▶ _DATA_:
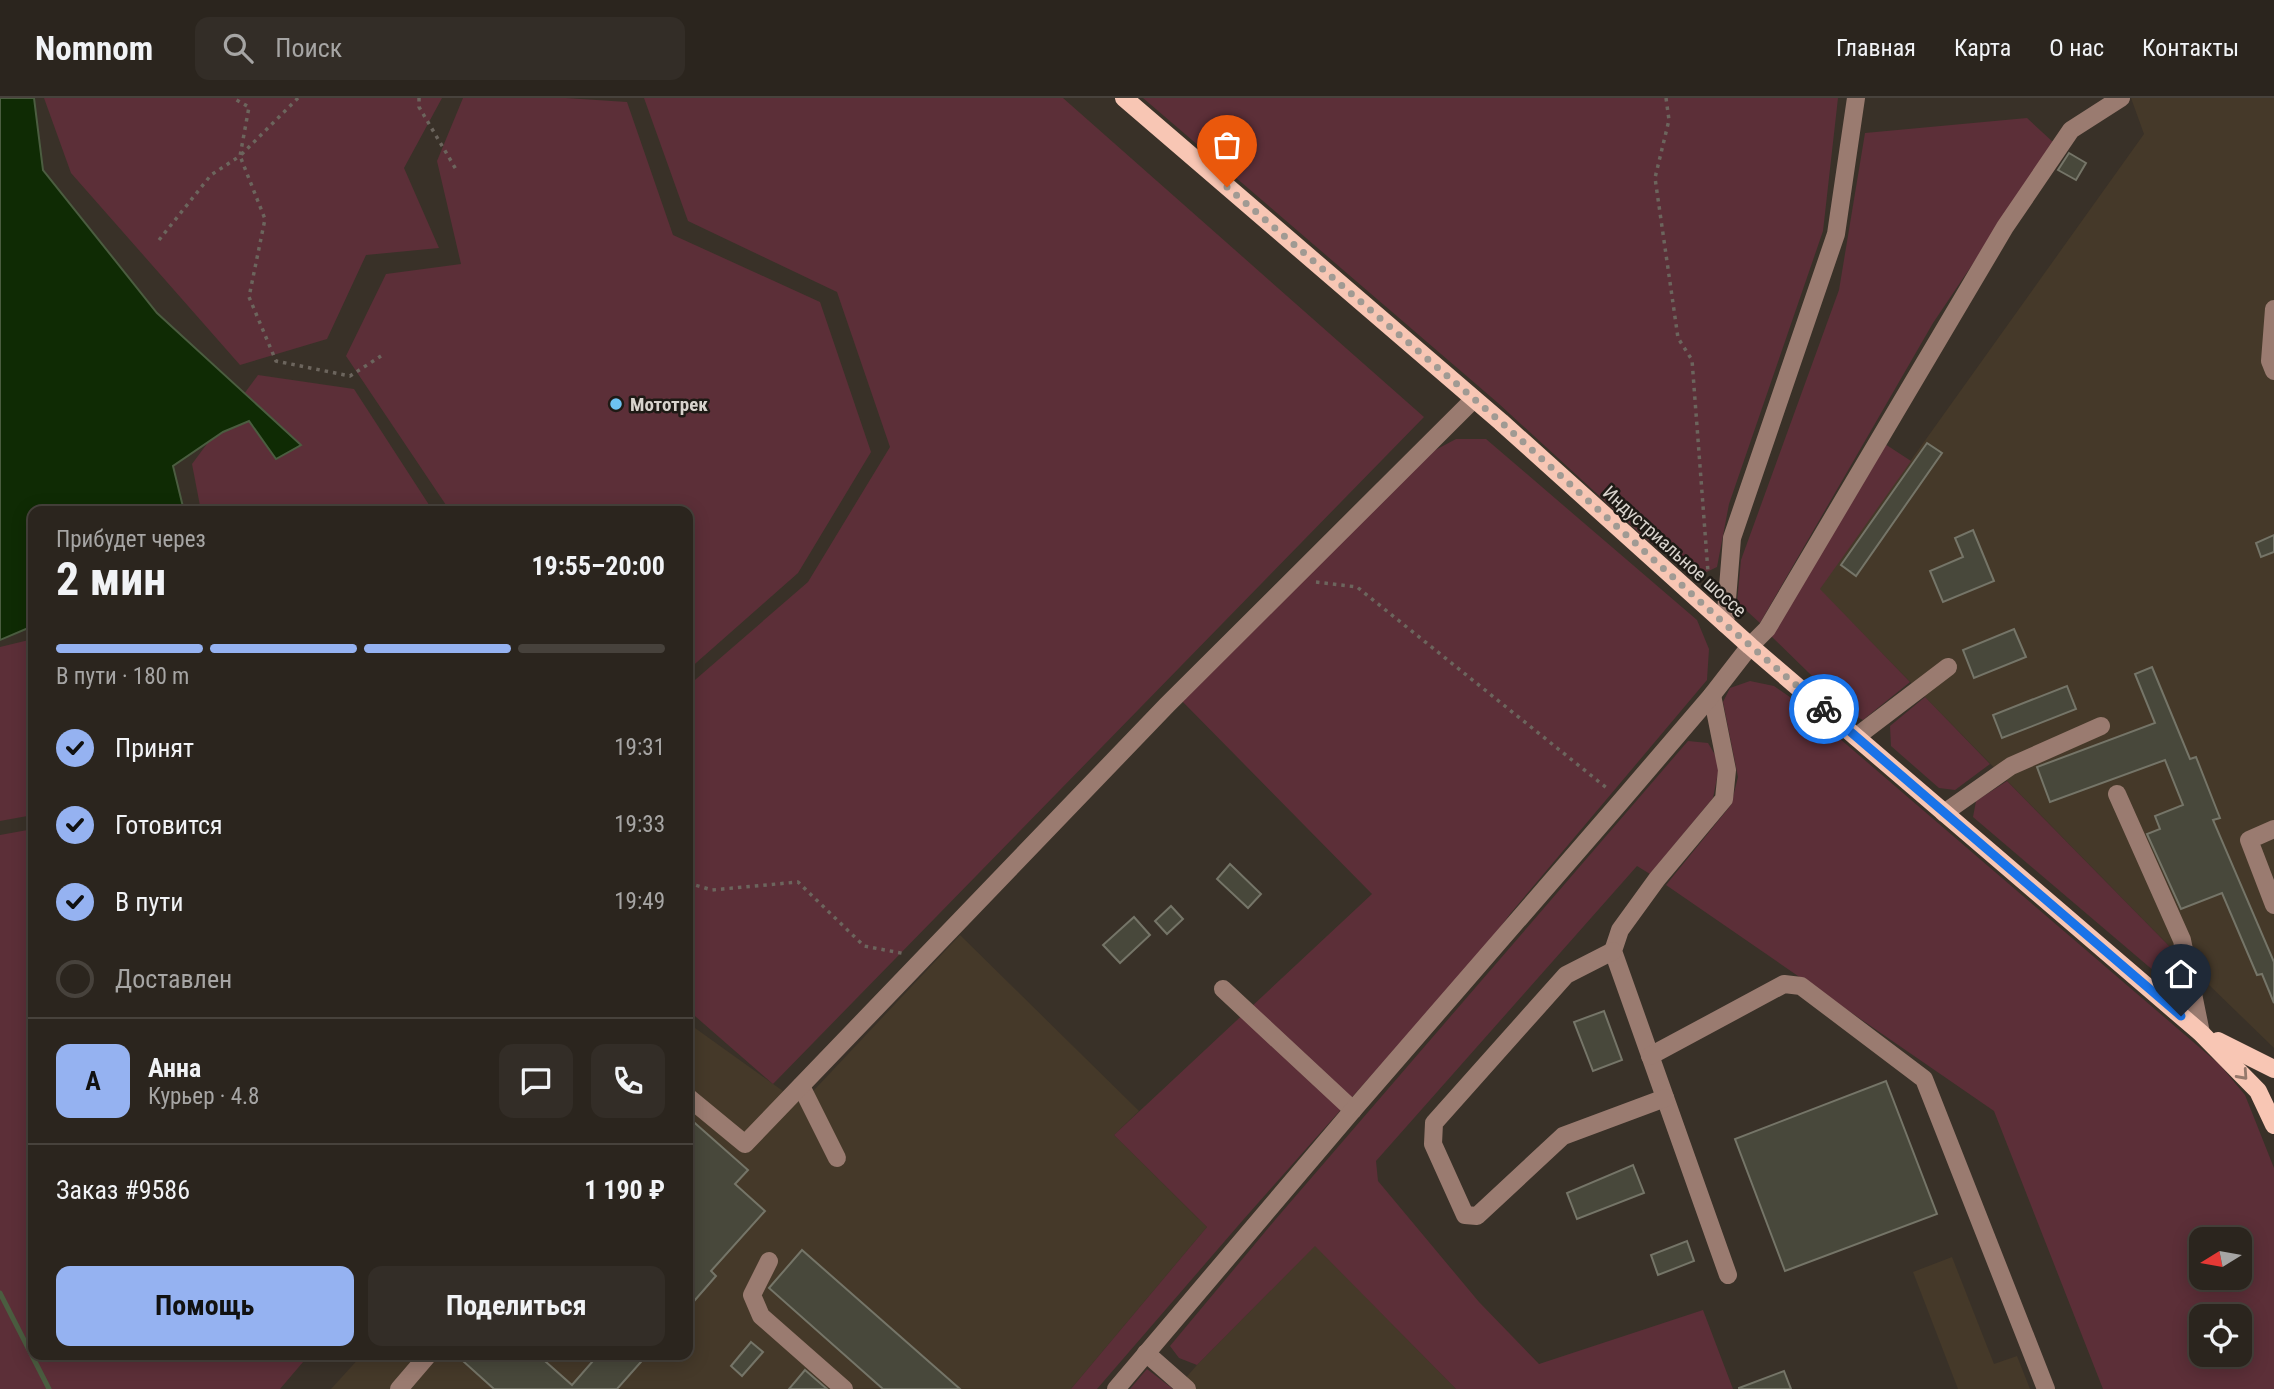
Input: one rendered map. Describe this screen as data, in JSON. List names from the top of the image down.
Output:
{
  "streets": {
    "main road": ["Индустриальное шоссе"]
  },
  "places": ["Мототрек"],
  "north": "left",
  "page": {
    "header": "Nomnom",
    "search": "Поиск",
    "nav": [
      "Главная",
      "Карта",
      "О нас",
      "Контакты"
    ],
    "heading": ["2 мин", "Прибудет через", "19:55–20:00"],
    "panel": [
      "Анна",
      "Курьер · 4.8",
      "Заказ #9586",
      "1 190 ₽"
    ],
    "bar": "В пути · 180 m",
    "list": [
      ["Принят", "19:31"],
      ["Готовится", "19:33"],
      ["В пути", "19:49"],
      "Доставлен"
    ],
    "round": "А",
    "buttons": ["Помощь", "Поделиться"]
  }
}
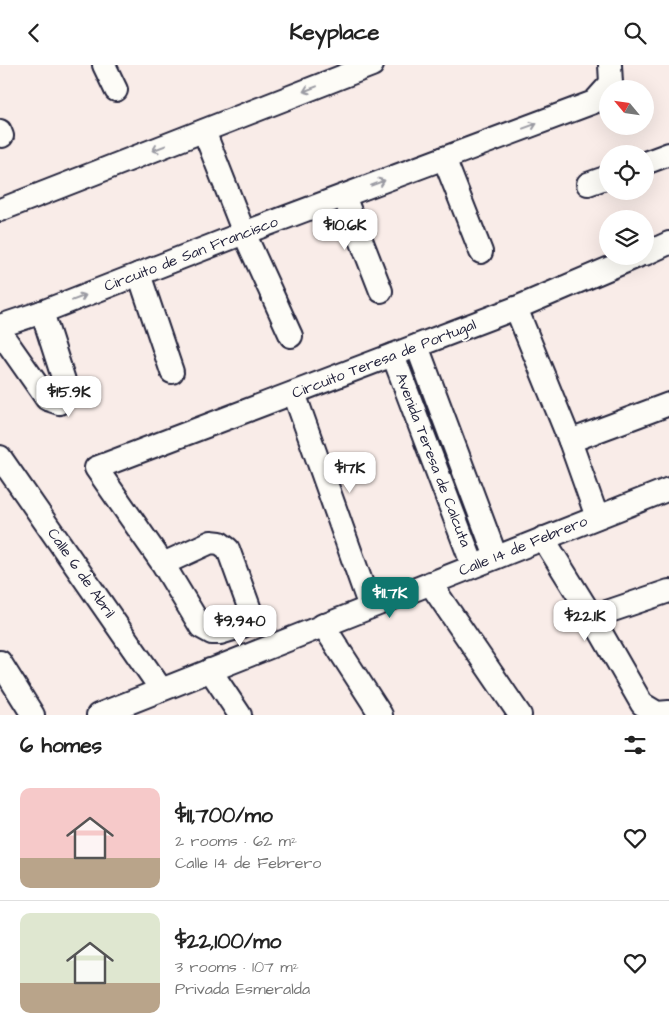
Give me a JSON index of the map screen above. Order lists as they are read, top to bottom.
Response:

* * *

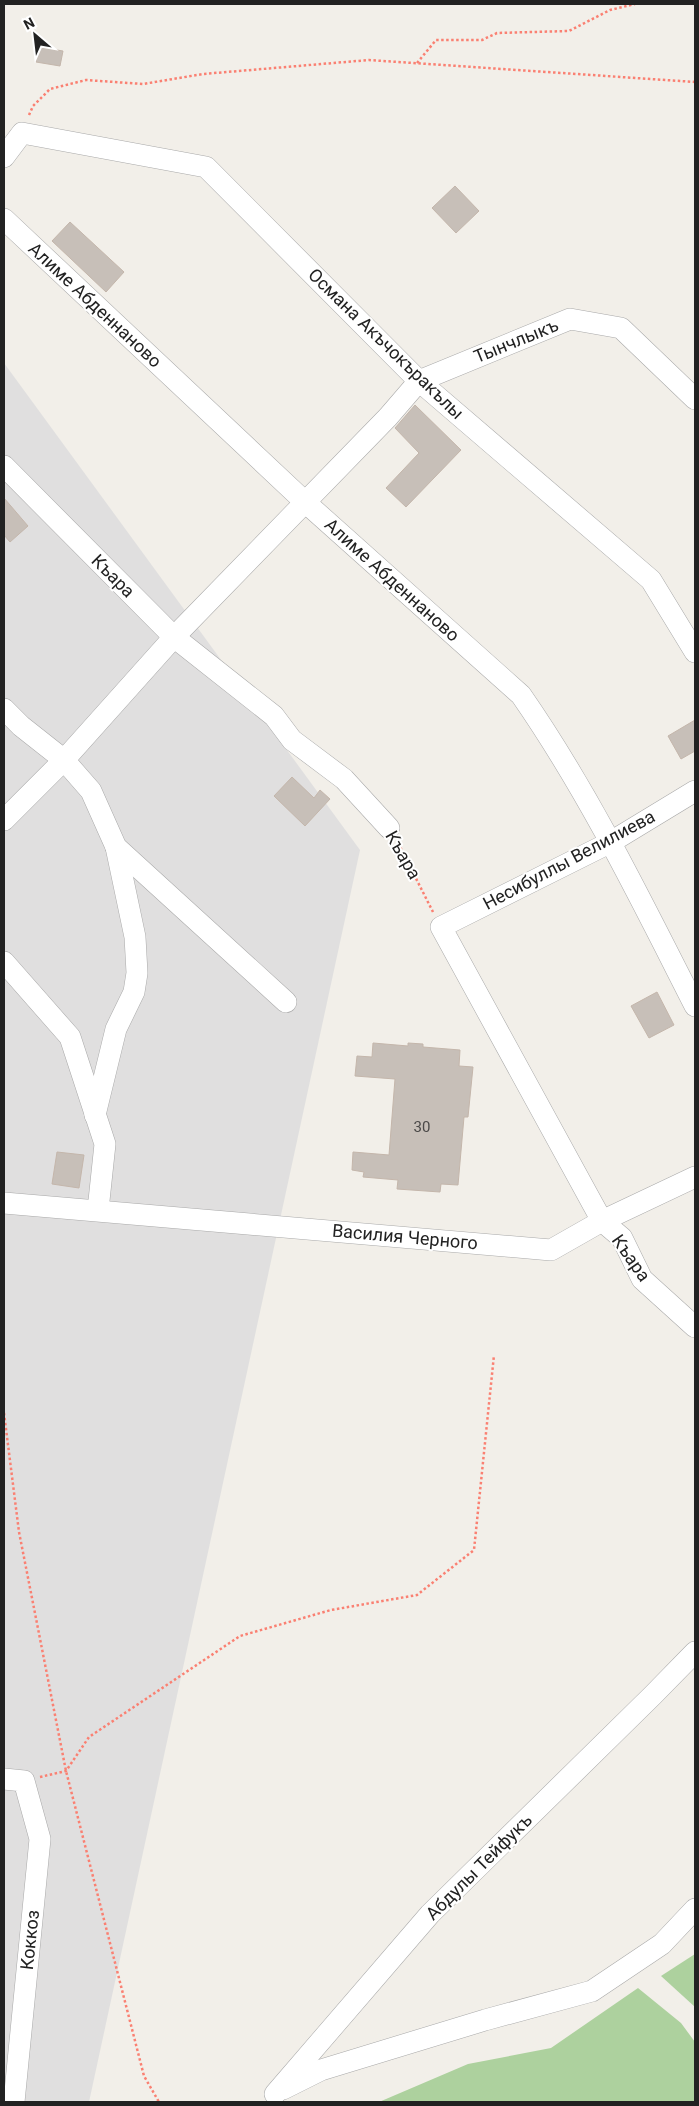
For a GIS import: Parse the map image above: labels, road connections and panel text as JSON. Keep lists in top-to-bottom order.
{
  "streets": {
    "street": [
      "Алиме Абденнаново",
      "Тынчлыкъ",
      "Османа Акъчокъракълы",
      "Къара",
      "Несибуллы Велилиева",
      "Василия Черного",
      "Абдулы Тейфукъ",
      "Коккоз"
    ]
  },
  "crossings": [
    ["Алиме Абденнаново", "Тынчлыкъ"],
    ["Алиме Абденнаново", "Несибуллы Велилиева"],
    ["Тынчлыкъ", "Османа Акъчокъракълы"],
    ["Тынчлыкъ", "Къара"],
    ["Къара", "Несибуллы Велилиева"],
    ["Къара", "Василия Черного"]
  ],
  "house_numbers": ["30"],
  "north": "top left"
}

---

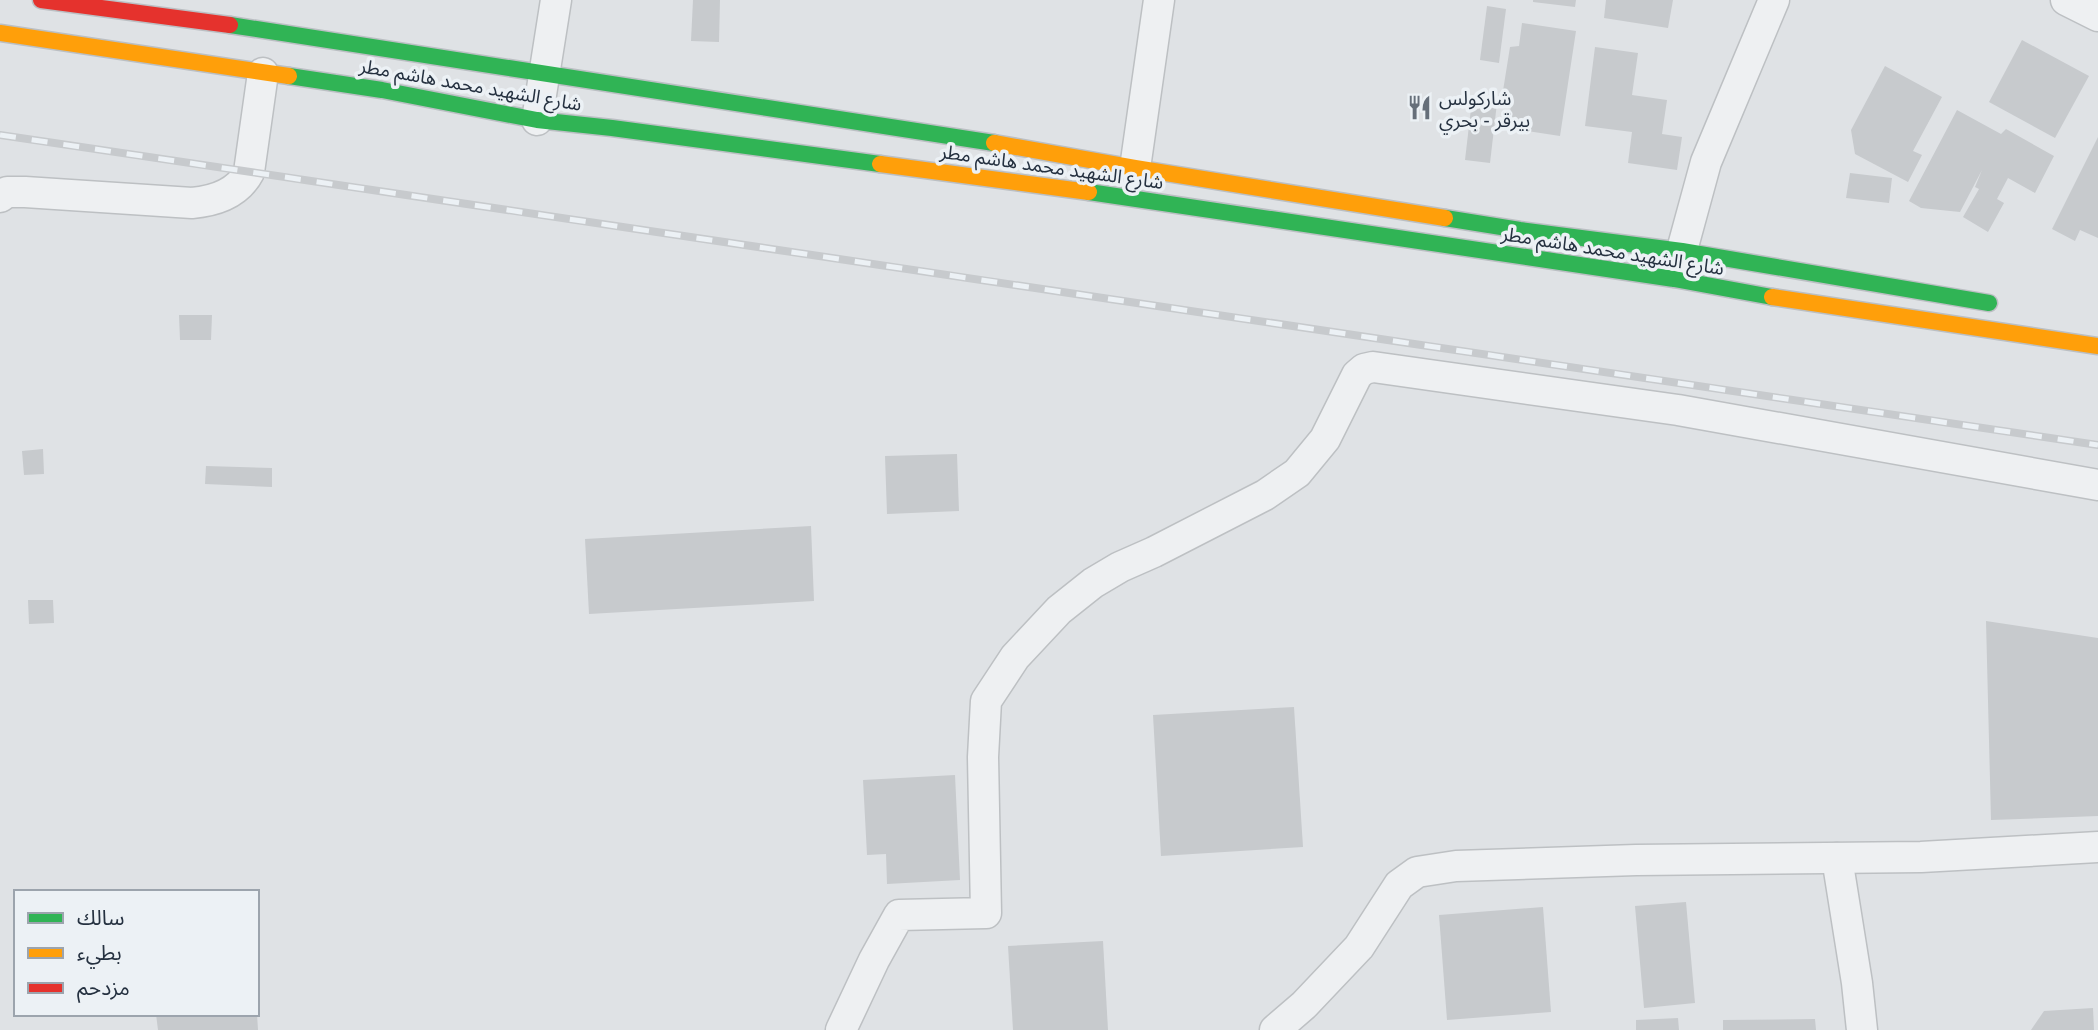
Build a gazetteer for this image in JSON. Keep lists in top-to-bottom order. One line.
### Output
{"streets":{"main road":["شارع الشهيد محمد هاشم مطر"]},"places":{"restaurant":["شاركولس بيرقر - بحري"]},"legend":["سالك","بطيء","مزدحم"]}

▶ _TASK REQUIREMENTS_: Out of the entries, pull every line that mentions "this".

▶ _PROBLEM SOLUTION_:
Input: one rendered map. Describe this screen as data, in JSON. List names from the top of the image down.
Build a gazetteer for this image in JSON. Keep lists in top-to-bottom order. One line.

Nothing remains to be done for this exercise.